### Work task
All that is needed is the first stretch of the listing below, repeated exactly and ending with the line that contains "border:12px solid #d22;". Pictures are to be left out.

-*-

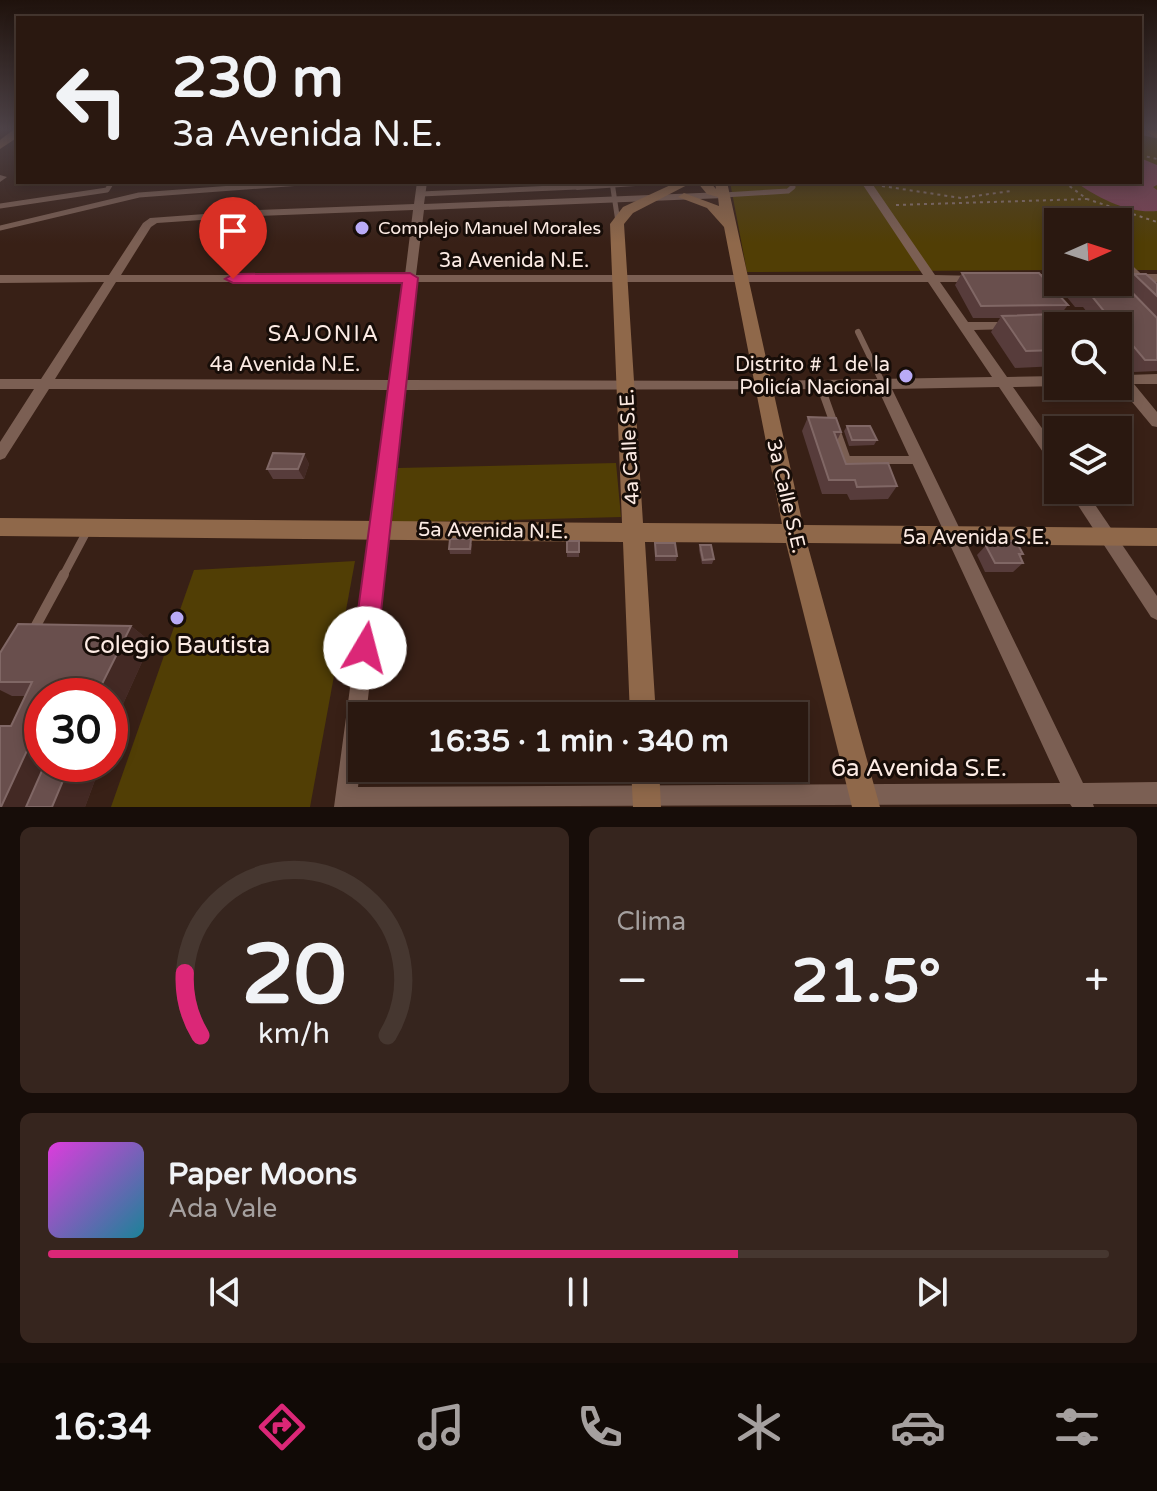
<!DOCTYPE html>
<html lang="es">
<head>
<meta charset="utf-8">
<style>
	body { margin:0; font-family:"Varela Round",sans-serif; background:#36251e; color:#f1f3f6; height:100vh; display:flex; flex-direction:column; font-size:30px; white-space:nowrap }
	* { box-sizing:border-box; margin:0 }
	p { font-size:26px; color:#a5a09f }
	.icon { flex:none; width:44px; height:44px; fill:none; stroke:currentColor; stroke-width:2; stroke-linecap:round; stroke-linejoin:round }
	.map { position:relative; height:807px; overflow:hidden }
	.panel { display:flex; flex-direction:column; gap:20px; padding:20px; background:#170d09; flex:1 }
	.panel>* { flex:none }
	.banner { position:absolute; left:16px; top:16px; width:1126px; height:168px; border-radius:0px; box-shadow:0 4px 12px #0003,0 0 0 2px #463730; background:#2a1810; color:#f1f3f6; overflow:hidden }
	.needle { width:52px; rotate:87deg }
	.controls { position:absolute; left:1044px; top:208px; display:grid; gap:16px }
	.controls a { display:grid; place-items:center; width:88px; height:88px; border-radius:0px; background:#2a1810; box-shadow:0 4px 12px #0003,0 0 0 2px #463730; font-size:40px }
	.speed { position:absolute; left:24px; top:678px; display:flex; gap:16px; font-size:40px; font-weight:700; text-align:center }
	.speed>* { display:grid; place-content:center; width:104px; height:104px; border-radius:50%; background:#2a1810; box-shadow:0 4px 12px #0003,0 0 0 2px #463730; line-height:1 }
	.speed .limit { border:12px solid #d22; background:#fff; color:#111 }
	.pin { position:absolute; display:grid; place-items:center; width:68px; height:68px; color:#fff; margin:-82px -34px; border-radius:50% 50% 50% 0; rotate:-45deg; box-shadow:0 0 8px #0007 }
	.pin .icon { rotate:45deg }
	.me { position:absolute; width:88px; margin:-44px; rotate:8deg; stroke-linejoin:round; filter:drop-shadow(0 0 6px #0008) }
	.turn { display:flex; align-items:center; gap:28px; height:168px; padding:0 24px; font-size:36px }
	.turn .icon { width:104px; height:104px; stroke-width:2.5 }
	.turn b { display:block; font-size:56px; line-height:68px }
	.big { font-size:60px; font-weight:700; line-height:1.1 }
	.panel .widget { flex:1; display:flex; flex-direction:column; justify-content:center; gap:12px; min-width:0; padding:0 28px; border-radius:12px; background:#36251e }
	.panel .dial { align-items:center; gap:0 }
	.dial svg { height:208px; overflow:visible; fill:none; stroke:#463730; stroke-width:7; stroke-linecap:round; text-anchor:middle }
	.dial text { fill:#f1f3f6; stroke:none }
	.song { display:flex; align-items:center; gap:24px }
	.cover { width:96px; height:96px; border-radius:12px; background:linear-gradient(135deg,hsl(300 70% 55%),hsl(190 70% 35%)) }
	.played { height:8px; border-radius:4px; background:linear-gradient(90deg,#db2777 65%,#463730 65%) }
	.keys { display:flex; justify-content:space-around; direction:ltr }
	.heat { display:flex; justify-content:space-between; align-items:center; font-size:44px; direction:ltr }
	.panel .tiles { flex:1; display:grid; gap:20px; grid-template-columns:1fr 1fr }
	.widget:last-child { grid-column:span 2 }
	.trip { position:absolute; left:348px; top:702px; width:460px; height:80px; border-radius:0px; background:#2a1810; box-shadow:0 4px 12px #0003,0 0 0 2px #463730; font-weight:700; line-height:80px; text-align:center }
	.dock { display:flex; height:128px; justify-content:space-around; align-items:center; background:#110a06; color:#a5a09f }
	.dock .icon { width:56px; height:56px }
	.dock .on { color:#db2777 }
	.dock b { font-size:36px; color:#f1f3f6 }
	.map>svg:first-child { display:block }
	.green { fill:#513e05 }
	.water { fill:#7f4458 }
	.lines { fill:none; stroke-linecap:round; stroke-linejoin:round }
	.path { stroke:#8a756d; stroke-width:2; stroke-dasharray:3 4; stroke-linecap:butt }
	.lane-far3 { stroke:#7b5f53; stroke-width:5 }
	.lane-far2 { stroke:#7b5f53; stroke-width:6 }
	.lane-far1 { stroke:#7b5f53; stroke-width:8 }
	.lane { stroke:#7b5f53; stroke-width:10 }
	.street { fill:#7b5f53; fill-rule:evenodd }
	.secondary { fill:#8f684a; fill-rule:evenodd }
	.highway { fill:#be7d34; fill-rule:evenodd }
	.wall { fill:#573c3b }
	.shaded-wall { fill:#432924 }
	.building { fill:#694f4d; stroke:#806765; stroke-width:2 }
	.route { fill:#db2777; stroke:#8e194d; stroke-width:2 }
	.poi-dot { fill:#b9abf7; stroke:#170d08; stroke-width:3 }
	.labels { text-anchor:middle; stroke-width:6; stroke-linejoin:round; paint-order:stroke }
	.far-poi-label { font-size:18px; fill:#fcebe4; stroke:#170d08; text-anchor:start }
	.street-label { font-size:20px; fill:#fcebe4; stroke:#170d08 }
	.poi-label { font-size:20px; fill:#fcebe4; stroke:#170d08; text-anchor:end }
	.neighbourhood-label { font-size:22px; letter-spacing:2px; fill:#fcebe4; stroke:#170d08 }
	.near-poi-label { font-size:24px; fill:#fcebe4; stroke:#170d08 }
	.near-street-label { font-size:24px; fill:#fcebe4; stroke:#170d08 }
</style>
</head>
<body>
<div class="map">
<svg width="1157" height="807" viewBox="0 0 1157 807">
	<rect width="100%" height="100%" fill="#382016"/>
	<!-- green -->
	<g class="green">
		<polygon points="1140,130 1157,139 1157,270 1118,270 1118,222 1058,222 1058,270 747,272 730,182 1140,182"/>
		<polygon points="616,463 621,517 387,523 398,468"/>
		<polygon points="355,561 310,807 111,807 194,570"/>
	</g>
	<!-- water -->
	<path class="water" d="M1140,158l17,7v20l-4,2 4,3v21c-27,3 -60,-13 -81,-29h64z"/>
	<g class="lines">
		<!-- path -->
		<g class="path">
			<polyline points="1140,155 1157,159"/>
			<polyline points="1064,182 1087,199 1157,222"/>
			<polyline points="882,186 961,198 1011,191"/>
			<polyline points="896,205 1087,199"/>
		</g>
		<!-- lane-far3 -->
		<g class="lane-far3">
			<polyline points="1140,132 1157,136"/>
			<polyline points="612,182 618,222"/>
			<polyline points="421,194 577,187 578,182"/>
			<polyline points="724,195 788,191 793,187 790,182"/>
			<polyline points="0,206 107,190 112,182"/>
			<polyline points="0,228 139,195 315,182"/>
		</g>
		<!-- lane-far2 -->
		<g class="lane-far2">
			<polyline points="1118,256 1141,278"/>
			<polyline points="858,332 883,384"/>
			<polyline points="820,385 822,392"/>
		</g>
		<!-- lane-far1 -->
		<g class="lane-far1">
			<polyline points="822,390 847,460 917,460"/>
			<polyline points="63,576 88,529"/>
		</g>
		<!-- lane -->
		<polyline class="lane" points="33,631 64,574"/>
		<!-- street -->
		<g class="street">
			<polygon points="0,175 7,177 0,182"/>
			<path d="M417,182h10l-3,22 300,-12 5,3 -5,3 -300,12 -8,65h507l-62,-93h10l64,93 47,1 2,2 -6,4h-38l28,40h49l2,3 -6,4 -39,1 33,47 51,-1v10l-45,1 45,64v18l-5,-2 -54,-80 -107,2 191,394 74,-1v22h-64l1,3h-22l-2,-3 -736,3 56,-417 -341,-1 -44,69 -5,2v-18l34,-53h-34v-10h41l63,-97 -104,1v-8h109l34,-52 7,-5 108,-8 156,-6zM413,210l-8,65h-284l30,-48 6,-4 101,-7zM116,282h288l-13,98 -336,-1zM415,282h513l64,95 -230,4 -358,-1zM878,389l182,394 -702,4 4,-33v-38h4l37,-326z"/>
			<polygon points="608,182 655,182 650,185 577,190 572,187 577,184"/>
			<polygon points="1026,274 1058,274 1058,282 1022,280 1020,278"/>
			<rect x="1118" y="274" width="39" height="8"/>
			<polygon points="1118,370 1126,375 1157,374 1157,384 1134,384 1157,412 1157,427 1152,426 1118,385"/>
			<polygon points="1068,490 1085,490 1157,596 1157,620 1151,617"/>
		</g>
		<!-- secondary -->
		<g class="secondary">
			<polygon points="13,130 18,130 18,137 0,149 0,140"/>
			<polygon points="677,182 693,182 633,213 624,224 643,523 782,524 724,227 707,208 678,197 684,193 719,206 718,197 707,194 697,182 710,182 716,189 715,182 727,182 803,525 1157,528 1157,546 807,543 880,807 852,807 786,543 645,542 656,716 630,716 623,542 0,536 0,518 622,523 610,224 623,207"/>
			<polygon points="631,768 659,768 661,807 633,807"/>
		</g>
		<!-- highway -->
		<polygon class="highway" points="1144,130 1157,130 1157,138"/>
	</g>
	<!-- wall -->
	<g class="wall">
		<polygon points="962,273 1068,305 1061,314 1058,326 1058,366 1015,368 991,332 1000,318 973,318 955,285"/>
		<polygon points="1134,274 1157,284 1157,317 1125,285"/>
		<polygon points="1059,282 1118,282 1157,318 1157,371 1134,372 1118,352 1118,326 1098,326 1083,307 1075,307 1057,285"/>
		<polygon points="808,417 841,432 837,441 846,464 897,486 888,499 850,500 847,494 822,494 802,431"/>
		<polygon points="847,426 877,440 874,445 849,446 844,431"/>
		<polygon points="304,454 309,464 304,479 273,479 267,469"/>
		<rect x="567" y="541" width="12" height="16"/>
		<polygon points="990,541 1023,554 1020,557 1023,563 1013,572 985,572 977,555"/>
		<polygon points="655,543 677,556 676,561 655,561"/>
		<polygon points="472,544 471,554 450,554 449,549"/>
		<polygon points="700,545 714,559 712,564 702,564 699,550"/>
		<polygon points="18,624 131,626 151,642 119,713 121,714 110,742 110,696 42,696 42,764 101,764 85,807 0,807 0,726 11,726 26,696 12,696 0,690 0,653"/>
	</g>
	<!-- shaded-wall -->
	<g class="shaded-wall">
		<polygon points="304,454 309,464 304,479 298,469"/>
		<polygon points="131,626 151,642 119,713 121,714 110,742 110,696 96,696"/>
		<polygon points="58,683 82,696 52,696"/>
		<polygon points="42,718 42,764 55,764 37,807 1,807"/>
		<polygon points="70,764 101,764 85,807 52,807"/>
	</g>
	<!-- building -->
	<g class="building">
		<polygon points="962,273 1039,273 1068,305 981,306"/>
		<polygon points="1134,274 1146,274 1157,284 1157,296"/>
		<polygon points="1118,278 1157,318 1157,360 1145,360 1118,328 1118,326 1116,326 1091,295 1083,295 1072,282 1118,282"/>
		<polygon points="1081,313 1092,326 1058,326 1058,350 1026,351 1002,316"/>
		<polygon points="808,417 836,418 841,432 834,432 846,464 888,463 897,486 857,487 855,480 829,480"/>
		<polygon points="847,426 870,426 877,440 852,440"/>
		<polygon points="273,453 304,454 298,469 267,469"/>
		<polygon points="450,539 471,539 470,549 449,549"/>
		<rect x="567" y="541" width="12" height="11"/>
		<polygon points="990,541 1016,541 1023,554 1019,554 1023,563 995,563 986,546 992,546"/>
		<polygon points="655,543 675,543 677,556 656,556"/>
		<polygon points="700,545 711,545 714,559 703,560"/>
		<polygon points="18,624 131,626 96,696 75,696 81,683 58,683 52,696 42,696 42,718 1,807 0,807 0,726 11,726 32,682 0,682 0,653"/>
		<polygon points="45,764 70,764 52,807 26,807"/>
	</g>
	<!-- sky -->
	<linearGradient id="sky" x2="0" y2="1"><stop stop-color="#1f120c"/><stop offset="0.53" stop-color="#4d4247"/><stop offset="1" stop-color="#4d4247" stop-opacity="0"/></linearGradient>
	<rect width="1157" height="243" fill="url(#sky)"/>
	<!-- route -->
	<polygon class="route" points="410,273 418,278 377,648 374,657 365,660 356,657 353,648 402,283 233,283 225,279 233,274"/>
	<!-- markers -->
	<g class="poi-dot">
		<circle cx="362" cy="228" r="8"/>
		<circle cx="906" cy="376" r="8"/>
		<circle cx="177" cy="618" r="8"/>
	</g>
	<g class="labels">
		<!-- far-poi labels -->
		<g class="far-poi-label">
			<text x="378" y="234">Complejo Manuel Morales</text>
		</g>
		<!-- street labels -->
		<g class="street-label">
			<text x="514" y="267">3a Avenida N.E.</text>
			<text x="285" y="371">4a Avenida N.E.</text>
			<text transform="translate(629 447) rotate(-93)" y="7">4a Calle S.E.</text>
			<text transform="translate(787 496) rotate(77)" y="7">3a Calle S.E.</text>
			<text transform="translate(493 530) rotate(1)" y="7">5a Avenida N.E.</text>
			<text x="976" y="544">5a Avenida S.E.</text>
		</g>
		<!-- poi labels -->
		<g class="poi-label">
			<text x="890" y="371">Distrito # 1 de la<tspan x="890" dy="23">Policía Nacional</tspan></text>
		</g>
		<!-- neighbourhood labels -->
		<g class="neighbourhood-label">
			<text x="324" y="341">SAJONIA</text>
		</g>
		<!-- near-poi labels -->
		<g class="near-poi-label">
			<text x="177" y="653">Colegio Bautista</text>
		</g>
		<!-- near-street labels -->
		<g class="near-street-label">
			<text x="919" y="776">6a Avenida S.E.</text>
		</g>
	</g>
</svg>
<div class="controls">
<a><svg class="needle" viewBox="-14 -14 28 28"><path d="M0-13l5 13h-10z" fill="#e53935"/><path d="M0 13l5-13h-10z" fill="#a5a09f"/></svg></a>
<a><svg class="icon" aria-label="search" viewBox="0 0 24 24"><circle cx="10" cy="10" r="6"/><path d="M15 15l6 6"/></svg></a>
<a><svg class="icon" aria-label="layers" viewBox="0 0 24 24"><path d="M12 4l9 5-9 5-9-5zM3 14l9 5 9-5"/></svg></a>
</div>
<div class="speed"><div class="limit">30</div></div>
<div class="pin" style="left:233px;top:279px;background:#d93025"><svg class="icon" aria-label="arrive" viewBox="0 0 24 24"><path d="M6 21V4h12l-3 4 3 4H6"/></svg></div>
<svg class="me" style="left:365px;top:648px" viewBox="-20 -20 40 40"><circle r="19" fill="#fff"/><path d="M0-13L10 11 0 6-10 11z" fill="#db2777"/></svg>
<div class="trip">16:35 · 1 min · 340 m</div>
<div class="banner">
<div class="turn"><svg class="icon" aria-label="left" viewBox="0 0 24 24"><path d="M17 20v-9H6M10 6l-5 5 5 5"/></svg><div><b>230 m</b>3a Avenida N.E.</div></div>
</div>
</div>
<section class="panel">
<div class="tiles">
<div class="widget dial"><svg viewBox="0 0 100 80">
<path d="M14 69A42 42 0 1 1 86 69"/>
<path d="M14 69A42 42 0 0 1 8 45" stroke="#db2777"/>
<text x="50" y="56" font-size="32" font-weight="700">20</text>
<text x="50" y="72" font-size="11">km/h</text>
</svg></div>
<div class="widget"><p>Clima</p>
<div class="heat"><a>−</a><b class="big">21.5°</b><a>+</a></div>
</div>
<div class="widget">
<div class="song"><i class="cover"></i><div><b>Paper Moons</b><p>Ada Vale</p></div></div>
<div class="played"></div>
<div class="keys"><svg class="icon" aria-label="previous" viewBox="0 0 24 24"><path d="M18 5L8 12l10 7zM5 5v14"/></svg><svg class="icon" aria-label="pause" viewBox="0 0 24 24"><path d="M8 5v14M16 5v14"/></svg><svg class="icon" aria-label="next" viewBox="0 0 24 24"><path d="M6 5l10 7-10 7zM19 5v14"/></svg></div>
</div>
</div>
</section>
<nav class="dock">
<b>16:34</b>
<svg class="icon on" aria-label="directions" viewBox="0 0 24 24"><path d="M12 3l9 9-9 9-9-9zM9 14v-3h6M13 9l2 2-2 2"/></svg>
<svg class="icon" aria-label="music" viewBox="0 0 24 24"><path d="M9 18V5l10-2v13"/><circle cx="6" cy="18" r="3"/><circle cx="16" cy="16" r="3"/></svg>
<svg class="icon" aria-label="phone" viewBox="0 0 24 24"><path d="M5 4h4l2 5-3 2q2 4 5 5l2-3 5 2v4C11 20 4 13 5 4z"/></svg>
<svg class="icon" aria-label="climate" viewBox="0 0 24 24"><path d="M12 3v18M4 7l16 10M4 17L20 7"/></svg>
<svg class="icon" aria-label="car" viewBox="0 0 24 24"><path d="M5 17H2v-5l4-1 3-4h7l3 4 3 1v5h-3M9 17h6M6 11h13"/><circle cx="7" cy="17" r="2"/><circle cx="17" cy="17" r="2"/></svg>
<svg class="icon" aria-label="filters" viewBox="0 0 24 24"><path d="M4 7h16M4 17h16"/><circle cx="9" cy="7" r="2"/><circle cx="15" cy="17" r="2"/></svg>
</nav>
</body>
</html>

-*-

### Reply to the task
<!DOCTYPE html>
<html lang="es">
<head>
<meta charset="utf-8">
<style>
	body { margin:0; font-family:"Varela Round",sans-serif; background:#36251e; color:#f1f3f6; height:100vh; display:flex; flex-direction:column; font-size:30px; white-space:nowrap }
	* { box-sizing:border-box; margin:0 }
	p { font-size:26px; color:#a5a09f }
	.icon { flex:none; width:44px; height:44px; fill:none; stroke:currentColor; stroke-width:2; stroke-linecap:round; stroke-linejoin:round }
	.map { position:relative; height:807px; overflow:hidden }
	.panel { display:flex; flex-direction:column; gap:20px; padding:20px; background:#170d09; flex:1 }
	.panel>* { flex:none }
	.banner { position:absolute; left:16px; top:16px; width:1126px; height:168px; border-radius:0px; box-shadow:0 4px 12px #0003,0 0 0 2px #463730; background:#2a1810; color:#f1f3f6; overflow:hidden }
	.needle { width:52px; rotate:87deg }
	.controls { position:absolute; left:1044px; top:208px; display:grid; gap:16px }
	.controls a { display:grid; place-items:center; width:88px; height:88px; border-radius:0px; background:#2a1810; box-shadow:0 4px 12px #0003,0 0 0 2px #463730; font-size:40px }
	.speed { position:absolute; left:24px; top:678px; display:flex; gap:16px; font-size:40px; font-weight:700; text-align:center }
	.speed>* { display:grid; place-content:center; width:104px; height:104px; border-radius:50%; background:#2a1810; box-shadow:0 4px 12px #0003,0 0 0 2px #463730; line-height:1 }
	.speed .limit { border:12px solid #d22; background:#fff; color:#111 }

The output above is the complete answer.